Saved entries:

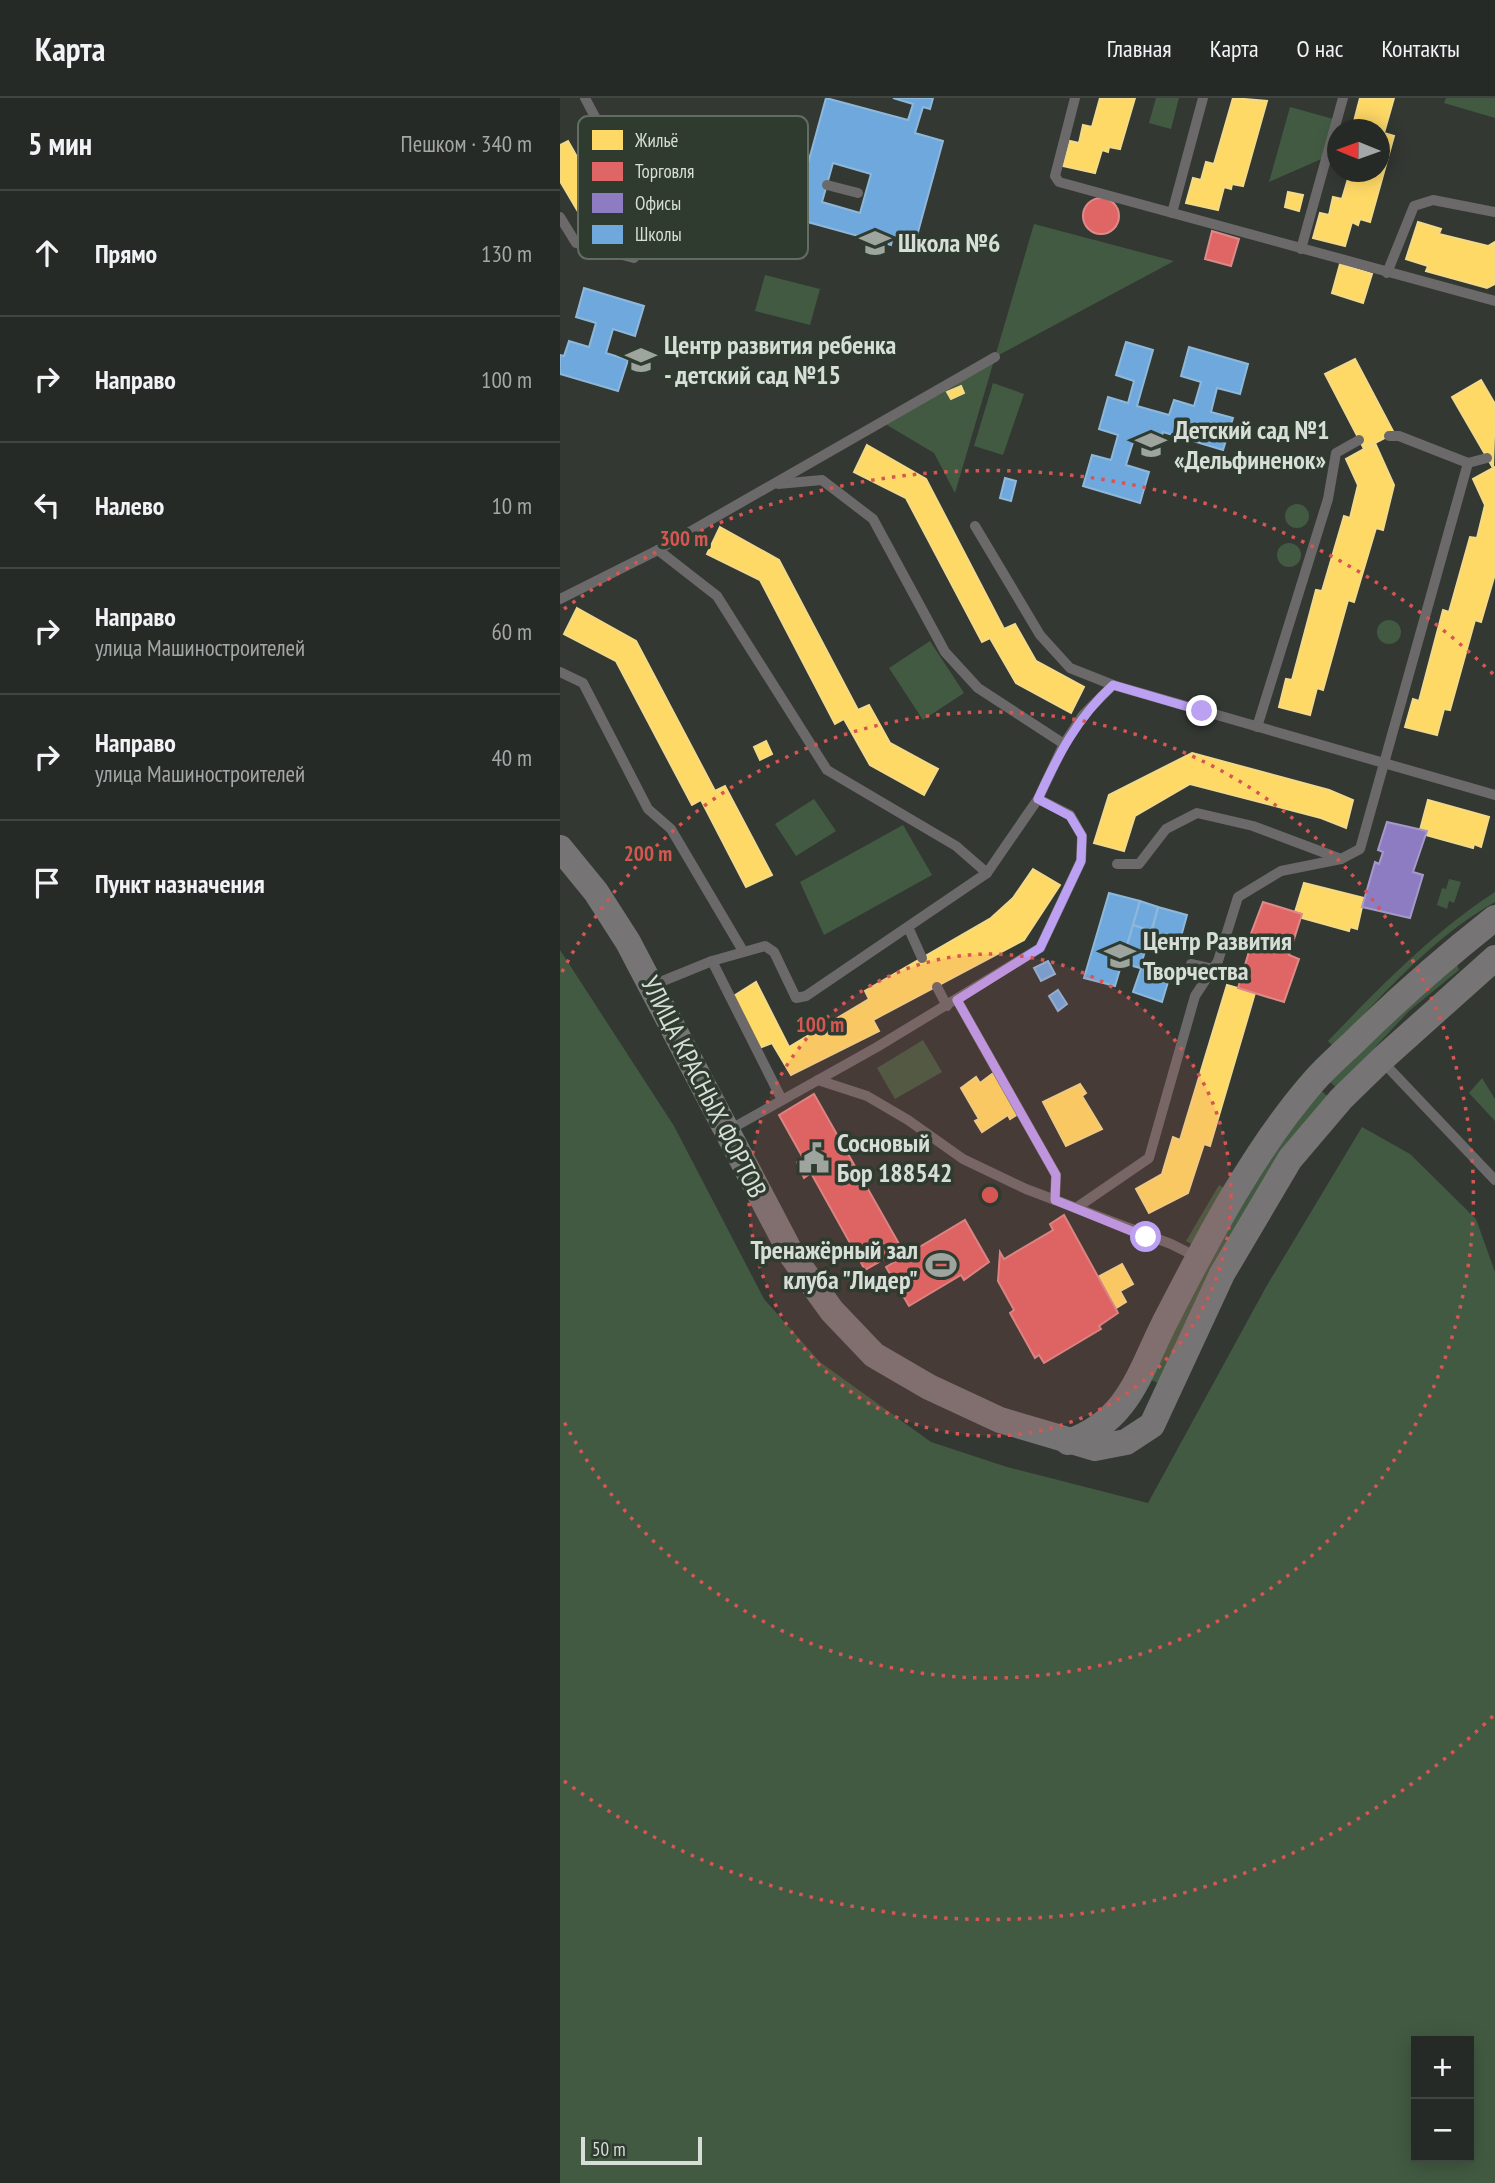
<!DOCTYPE html>
<html lang="ru">
<head>
<meta charset="utf-8">
<style>
	body { margin:0; font-family:"PT Sans Narrow",sans-serif; background:#2e322e; color:#f1f3f6 }
	.controls { position:absolute; right:21px; bottom:21px; display:grid; overflow:hidden; border-radius:0px; box-shadow:0 4px 18px #0003 }
	.controls button { width:63px; height:63px; display:grid; place-items:center; padding:0; border:0; border-bottom:2px solid #424643; background:#262a26; color:#f1f3f6; font:35px sans-serif }
	.compass { position:absolute; left:767px; top:21px; width:63px; height:63px; border-radius:50%; background:#262a26; box-shadow:0 4px 18px #0003; rotate:271deg }
	.scale { position:absolute; left:21px; bottom:18px; width:121px; box-sizing:border-box; padding-left:7px; border:4px solid #d7ded7; border-top:0; font-size:19px; line-height:24px; white-space:nowrap; color:#d7ded7; -webkit-text-stroke:5px #303b30; paint-order:stroke }
	.stop { position:absolute; width:21px; height:21px; margin:-16px; border:5px solid #bca0f2; border-radius:50%; background:#fff }
	.stop.end { background:#bca0f2; border-color:#fff; box-shadow:0 2px 7px #0008 }
	.list { margin:0; padding:0; list-style:none }
	h2 { display:flex; justify-content:space-between; align-items:center; height:91px; margin:0; padding:0 28px; font-size:30px }
	h2 small { font-size:23px; font-weight:400; color:#a4a7a7 }
	.list li { display:grid; grid-template-columns:46px 1fr auto; gap:21px; align-items:center; box-sizing:border-box; height:126px; padding:0 28px; border-top:2px solid #424643 }
	.list b { display:block; font-size:26px; white-space:nowrap }
	.list p { margin:0; font-size:23px; white-space:nowrap; color:#a4a7a7 }
	.list em { font-size:23px; font-style:normal; color:#a4a7a7 }
	.icon { flex:none; width:38px; height:38px; fill:none; stroke:currentColor; stroke-width:2; stroke-linecap:round; stroke-linejoin:round }
	.map { position:relative; flex:none; width:935px; height:2085px; overflow:hidden }
	header { display:flex; align-items:center; gap:42px; box-sizing:border-box; height:98px; padding:0 35px; background:#262a26; border-bottom:2px solid #424643 }
	header strong { font-size:33px }
	nav { display:flex; gap:38px; margin-inline-start:auto; font-size:24px }
	main { display:flex }
	aside { flex:1; background:#262a26 }
	.map>svg:first-child { display:block }
</style>
</head>
<body>
<header>
<strong>Карта</strong>
<nav><a>Главная</a><a>Карта</a><a>О нас</a><a>Контакты</a></nav>
</header>
<main>
<aside>
<h2>5 мин<small>Пешком · 340 m</small></h2>
<ul class="list">
<li><svg class="icon" aria-label="ahead" viewBox="0 0 24 24"><path d="M12 20V5M6 11l6-6 6 6"/></svg><div><b>Прямо</b></div><em>130 m</em></li>
<li><svg class="icon" aria-label="right" viewBox="0 0 24 24"><path d="M7 20v-9h11M14 6l5 5-5 5"/></svg><div><b>Направо</b></div><em>100 m</em></li>
<li><svg class="icon" aria-label="left" viewBox="0 0 24 24"><path d="M17 20v-9H6M10 6l-5 5 5 5"/></svg><div><b>Налево</b></div><em>10 m</em></li>
<li><svg class="icon" aria-label="right" viewBox="0 0 24 24"><path d="M7 20v-9h11M14 6l5 5-5 5"/></svg><div><b>Направо</b><p>улица Машиностроителей</p></div><em>60 m</em></li>
<li><svg class="icon" aria-label="right" viewBox="0 0 24 24"><path d="M7 20v-9h11M14 6l5 5-5 5"/></svg><div><b>Направо</b><p>улица Машиностроителей</p></div><em>40 m</em></li>
<li><svg class="icon" aria-label="arrive" viewBox="0 0 24 24"><path d="M6 21V4h12l-3 4 3 4H6"/></svg><div><b>Пункт назначения</b></div></li>
</ul>
</aside>
<div class="map">
<svg width="935" height="2085" viewBox="0 0 935 2085">
	<rect width="100%" height="100%" fill="#333833"/>
	<g fill="#425a42" fill-rule="evenodd">
		<path d="M596 0H619L611 31 589 25Z"/>
		<path d="M886 0H935V20L884 5Z"/>
		<path d="M730 9 777 22 766 59 709 84Z"/>
		<path d="M474 126 614 163 435 259 395 395 374 355 322 324 435 259Z"/>
		<path d="M205 177 260 191 250 227 195 213Z"/>
		<path d="M433 285 464 296 443 357 414 348Z"/>
		<circle cx="737" cy="418" r="12"/>
		<circle cx="729" cy="457" r="12"/>
		<circle cx="829" cy="534" r="12"/>
		<path d="M370 543 404 595 363 622 329 570Z"/>
		<path d="M254 701 276 733 236 758 215 726Z"/>
		<path d="M343 727 372 777 264 837 240 784Z"/>
		<path d="M889 781 901 784 894 805 889 803 887 811 877 807 882 790 886 791Z"/>
		<path d="M935 794V804C873 839 822 897 774 949L768 943C820 889 872 835 935 794Z"/>
		<path d="M0 852 114 1028 204 1201 260 1264 371 1344 447 1369 588 1405 706 1189 802 1029 850 1056 916 1121 935 1174V2085H0ZM856 1943H909V2059H856Z"/>
		<path d="M895 860 899 872 849 913 777 990 770 984Z"/>
		<path d="M363 942 382 974 335 1001 317 970Z"/>
		<path d="M922 980 935 1001V1023L909 995Z"/>
		<path d="M760 992 770 1000 598 1285 589 1281C640 1175 688 1086 760 992Z"/>
		<path d="M659 1087 673 1095 640 1151 626 1143Z"/>
	</g>
	<g fill="#ffd966" stroke="#f3da88" stroke-width="2">
		<path d="M540 0H575L560 51 549 49 548 54 542 52 535 75 503 68 510 43 519 45 523 27 532 29Z"/>
		<path d="M673 0 707 3 683 88 672 86 671 91 664 89 658 112 626 105 633 80 641 82 646 64 654 66Z"/>
		<path d="M800 0H834L824 35 834 38 810 124 800 121 798 127 792 124 785 148 753 140 760 115 769 117 773 99 782 101 790 74H820V32H801L793 27Z"/>
		<path d="M8 43 47 112 96 124 97 119 122 126 115 154 92 148 91 153 30 134 0 83V47Z"/>
		<path d="M728 94 743 97 739 113 725 109Z"/>
		<path d="M858 124 881 131 879 136 928 148 935 144V186L927 190 866 173 868 168 846 161Z"/>
		<path d="M780 166 812 176 803 205 772 195Z"/>
		<path d="M795 261 834 335 804 351 765 276Z"/>
		<path d="M921 282 935 306 933 370 892 299Z"/>
		<path d="M401 288 404 295 391 301 387 294Z"/>
		<path d="M815 345 834 387 823 432 816 430 794 504 788 502 763 592 757 590 750 617 719 609 726 581 732 582 756 492 762 493 784 418 790 420 798 387 786 361Z"/>
		<path d="M307 347 366 381 444 531 455 526 476 563 524 589 511 615 456 585 430 540 422 544 346 400 294 374Z"/>
		<path d="M935 369V476L921 524 915 522 890 612 884 611 877 637 845 629 853 601 859 603 883 512 889 514 910 439 917 440 925 407 913 381Z"/>
		<path d="M160 429 219 462 298 612 309 607 330 645 378 671 364 697 310 667 284 621 275 626 200 482 147 456Z"/>
		<path d="M17 510 76 543 155 693 165 688 212 777 186 789 141 702 132 707 56 563 4 536Z"/>
		<path d="M206 643 212 656 200 662 194 649Z"/>
		<path d="M632 655 769 692 793 702 786 730 761 720 630 686 575 718 564 753 534 745 549 697Z"/>
		<path d="M868 702 929 719 921 749 914 746 913 750 866 737 867 733 860 732Z"/>
		<path d="M473 771 500 787 464 842 313 922 319 933 231 977 212 945 199 950 172 899 196 884 229 949 309 901 305 893 431 820 453 800Z"/>
		<path d="M744 785 804 800 797 831 790 829 789 833 742 820V816L735 814Z"/>
		<path d="M667 887 695 895 650 1048 644 1046 628 1095 589 1115 576 1091 602 1076 613 1039 620 1042Z"/>
		<path d="M436 973 458 1016 450 1021 448 1017 422 1034 415 1023 419 1021 401 990 416 979 420 985Z"/>
		<path d="M520 986 526 995 522 998 542 1031 506 1048 483 1004Z"/>
		<path d="M562 1166 573 1186 560 1193 566 1204 556 1210 538 1179Z"/>
	</g>
	<g fill="#e06666" stroke="#dd8a88" stroke-width="2">
		<circle cx="541" cy="118" r="18"/>
		<path d="M652 133 679 141 671 168 645 161Z"/>
		<path d="M703 804 742 816 729 857 739 861 724 904 678 890 691 847 687 846Z"/>
		<path d="M254 996 342 1151 305 1172 251 1075 244 1080 237 1064 243 1060 219 1017Z"/>
		<path d="M504 1117 558 1215 539 1228 541 1231 484 1265 479 1257 475 1260 450 1215 454 1212 438 1183 440 1154 444 1161 493 1132 490 1126Z"/>
		<path d="M405 1122 429 1164 404 1182 401 1177 349 1208 326 1169Z"/>
	</g>
	<path fill="#8e7cc3" stroke="#a499c9" stroke-width="2" d="M827 724 867 733 853 774 863 777 850 820 802 809 815 764 819 766 823 754 818 752Z"/>
	<g fill="#6fa8dc" stroke="#8eb8da" stroke-width="2" fill-rule="evenodd">
		<path d="M266 0 348 22 353 6 333 0H373L370 11 363 9 355 35 383 43 355 145 333 138 331 147 233 120ZM273 65 311 76 300 115 262 104Z"/>
		<path d="M24 190 84 208 75 238 53 231 46 255 68 262 58 293 0 276V257L4 258 9 243 29 249 36 225 16 219Z"/>
		<path d="M566 244 593 252 577 308 609 317 614 302 634 308 641 284 621 278 629 249 688 266 680 296 657 290 651 314 673 320 663 352 603 334 599 349 574 341 566 367 589 374 580 405 523 388 532 357 551 362 558 337 539 331 548 299 568 305 574 283 556 277Z"/>
		<path d="M445 380 456 383 451 403 440 400Z"/>
		<path d="M549 795 580 803 555 888 524 880Z"/>
		<path d="M580 803 598 809 591 833 573 827Z"/>
		<path d="M598 809 627 817 619 846 591 838Z"/>
		<path d="M573 827 591 833 580 870 562 865Z"/>
		<path d="M488 863 495 876 481 883 474 870Z"/>
		<path d="M583 865 611 874 602 904 573 894Z"/>
		<path d="M498 892 507 906 498 913 489 898Z"/>
	</g>
	<g fill="none" stroke-linecap="round" stroke-linejoin="round">
		<g stroke="#6b6969" stroke-width="10">
			<path d="M25 0 72 89 237 79"/>
			<path d="M515 0 495 78 499 84 935 203"/>
			<path d="M267 87 298 95"/>
			<path d="M612 115 643 0"/>
			<path d="M0 119 16 145 74 160"/>
			<path d="M741 151 783 0"/>
			<path d="M827 175 854 108 873 102 935 114"/>
			<path d="M829 338H839L908 365 927 360"/>
			<path d="M218 386 262 382 313 421 385 554 418 590 504 646"/>
			<path d="M415 428 480 537 510 570 553 587"/>
			<path d="M98 452 157 498 267 672 396 748 427 775"/>
			<path d="M0 501 98 452 435 259"/>
			<path d="M0 574 23 585 88 711 111 731 183 853"/>
			<path d="M697 629 768 401 776 355 799 342"/>
			<path d="M557 766H579L606 731 637 715 693 728 781 761"/>
			<path d="M348 829 362 860"/>
			<path d="M152 863 222 1002"/>
			<path d="M631 866 653 871"/>
			<path d="M93 887 152 863 205 848 214 854 236 900 246 898 427 775 478 701 504 646 523 617 553 587 935 697"/>
			<path d="M377 889 387 908"/>
			<path d="M397 902 496 1077 495 1102"/>
			<path d="M821 962 935 1082"/>
			<path d="M258 982 307 998 348 1022 403 1061 466 1091 611 1146 637 1159"/>
			<path d="M169 1032 317 949 480 850 521 763 522 738 510 717 478 701"/>
			<path d="M516 1110 589 1060 635 898 658 863 678 799 721 773 781 761 800 751 908 365"/>
		</g>
		<g stroke="#767474" stroke-width="26">
			<path d="M0 750 36 794 68 844 233 1159 272 1213 314 1257 369 1289 440 1322 535 1350 566 1344 592 1327 662 1176 730 1061 781 1001 821 962 935 860"/>
			<path d="M508 1344C572 1322 580 1270 609 1216 649 1138 696 1049 754 983 768 967 785 953 800 938 843 896 888 857 935 820"/>
		</g>
	</g>
	<g fill="none" stroke-linecap="round" stroke-linejoin="round">
		<path stroke="#bca0f2" stroke-width="9" d="M586 1139 495 1102 496 1077 397 902 480 850 521 763 522 738 510 718 478 701C498 657 517 620 553 587L642 613"/>
	</g>
	<circle cx="430" cy="1097" r="241" fill="#d65654" fill-opacity=".12"/>
	<g fill="none" stroke="#d65654" stroke-width="3.5" stroke-dasharray="3.5 7">
		<circle cx="430" cy="1097" r="241"/>
		<path d="M2 874A483 483 0 1 1 2 1320"/>
		<path d="M933 1618A724 724 0 0 1 4 1683M4 511A724 724 0 0 1 933 576"/>
	</g>
	<defs>
		<g id="school-bare" transform="scale(2.415)"><path d="M0-5L7-2L0 1L-7-2ZM-4 1L0 2.5L4 1V4Q0 6-4 4Z" fill="#9ea49e" stroke="#303b30" stroke-width="2.5" paint-order="stroke"/></g>
		<g id="civic-bare" transform="scale(2.415)"><path d="M-.6-6.5H3V-4.5H.6V-3L4-1V1h2V6H-6V1h2V-1L-.6-3ZM-1.2 2.5V6h2.4V2.5Z" fill="#9ea49e" stroke="#303b30" stroke-width="2.5" paint-order="stroke"/></g>
		<g id="stadium-bare" transform="scale(2.415)"><path d="M0-5a6.5 5 0 1 0 0 10a6.5 5 0 1 0 0-10ZM-3.5-1.8h7v3.6h-7Z" fill="#9ea49e" stroke="#303b30" stroke-width="2.5" paint-order="stroke"/></g>
	</defs>
	<g fill-rule="evenodd">
		<use href="#school-bare" x="315" y="145"/>
		<use href="#school-bare" x="81" y="262"/>
		<use href="#school-bare" x="591" y="347"/>
		<use href="#school-bare" x="560" y="858"/>
		<use href="#civic-bare" x="254" y="1060"/>
		<use href="#stadium-bare" x="381" y="1167"/>
	</g>
	<g text-anchor="middle" stroke-width="7" stroke-linejoin="round" paint-order="stroke">
		<g font-size="26" font-weight="bold" fill="#d7ded7" stroke="#303b30" text-anchor="start">
			<text x="338" y="154">Школа №6</text>
			<text x="104" y="256">Центр развития ребенка<tspan x="104" dy="30">- детский сад №15</tspan></text>
			<text x="614" y="341">Детский сад №1<tspan x="614" dy="30">«Дельфиненок»</tspan></text>
			<text x="583" y="852">Центр Развития<tspan x="583" dy="30">Творчества</tspan></text>
			<text x="277" y="1054">Сосновый<tspan x="277" dy="30">Бор 188542</tspan></text>
			<text x="358" y="1161" text-anchor="end">Тренажёрный зал<tspan x="358" dy="30">клуба "Лидер"</tspan></text>
		</g>
		<g font-size="26" fill="#d7ded7" stroke="#303b30">
			<text transform="translate(144 989) rotate(63)" y="9">УЛИЦА КРАСНЫХ ФОРТОВ</text>
		</g>
	</g>
	<rect x="18" y="18" width="230" height="143" rx="10" fill="#303b30" stroke="#626c62" stroke-width="2"/>
	<rect x="32" y="32" width="31" height="20" fill="#ffd966"/>
	<rect x="32" y="64" width="31" height="19" fill="#e06666"/>
	<rect x="32" y="95" width="31" height="20" fill="#8e7cc3"/>
	<rect x="32" y="127" width="31" height="19" fill="#6fa8dc"/>
	<g font-size="19" fill="#d7ded7">
		<text x="75" y="49">Жильё</text>
		<text x="75" y="80">Торговля</text>
		<text x="75" y="112">Офисы</text>
		<text x="75" y="143">Школы</text>
	</g>
	<circle cx="430" cy="1097" r="10" fill="#d65654" stroke="#303b30" stroke-width="3.5"/>
	<g font-size="21" text-anchor="middle" font-weight="bold" fill="#d65654" stroke="#303b30" stroke-width="7" stroke-linejoin="round" paint-order="stroke">
		<text x="124" y="448">300 m</text>
		<text x="88" y="763">200 m</text>
		<text x="260" y="934">100 m</text>
	</g>
</svg>
<div class="controls">
<button>+</button>
<button>−</button>
</div>
<svg class="compass" viewBox="-18 -18 36 36"><path d="M0-13l5 13h-10z" fill="#e53935"/><path d="M0 13l5-13h-10z" fill="#a4a7a7"/></svg>
<div class="scale">50 m</div>
<div class="stop" style="left:586px;top:1139px"></div>
<div class="stop end" style="left:642px;top:613px"></div>
</div>
</main>
</body>
</html>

# BRIEF:
What is needed is an exact copy of the lines from the beginning of the data through the line containing "width:63px; height:63px; display:grid;", both included, without any pictures.

# ANSWER FOR THIS EXERCISE:
<!DOCTYPE html>
<html lang="ru">
<head>
<meta charset="utf-8">
<style>
	body { margin:0; font-family:"PT Sans Narrow",sans-serif; background:#2e322e; color:#f1f3f6 }
	.controls { position:absolute; right:21px; bottom:21px; display:grid; overflow:hidden; border-radius:0px; box-shadow:0 4px 18px #0003 }
	.controls button { width:63px; height:63px; display:grid; place-items:center; padding:0; border:0; border-bottom:2px solid #424643; background:#262a26; color:#f1f3f6; font:35px sans-serif }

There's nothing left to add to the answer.